Re: Problem with reading data from an UTF-16 database

Duncan Murdoch-2
On 14/03/2018 7:15 AM, Thierry Onkelinx wrote:
> Dear all,
>
> We have a problem with reading some characters correctly from an UTF-16
> encoded database.

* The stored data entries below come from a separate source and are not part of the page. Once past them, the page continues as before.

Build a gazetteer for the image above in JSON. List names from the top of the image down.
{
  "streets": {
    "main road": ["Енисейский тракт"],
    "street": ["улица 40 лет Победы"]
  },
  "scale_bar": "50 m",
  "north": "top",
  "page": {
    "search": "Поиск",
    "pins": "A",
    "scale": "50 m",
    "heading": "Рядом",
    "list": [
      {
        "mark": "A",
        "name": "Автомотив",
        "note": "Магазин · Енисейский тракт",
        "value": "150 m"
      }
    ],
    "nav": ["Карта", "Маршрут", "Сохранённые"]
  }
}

The code below givens the correct characters on Ubuntu
> with the_driver = {ODBC Driver 13 for SQL Server}. On Windows (with
> the_driver = {SQL Server}), special characters like '♂' and '♀' are
> returned as '?'. I've added the sessionInfo() output from both machines.
>
> Any suggestions on how to fix the problem?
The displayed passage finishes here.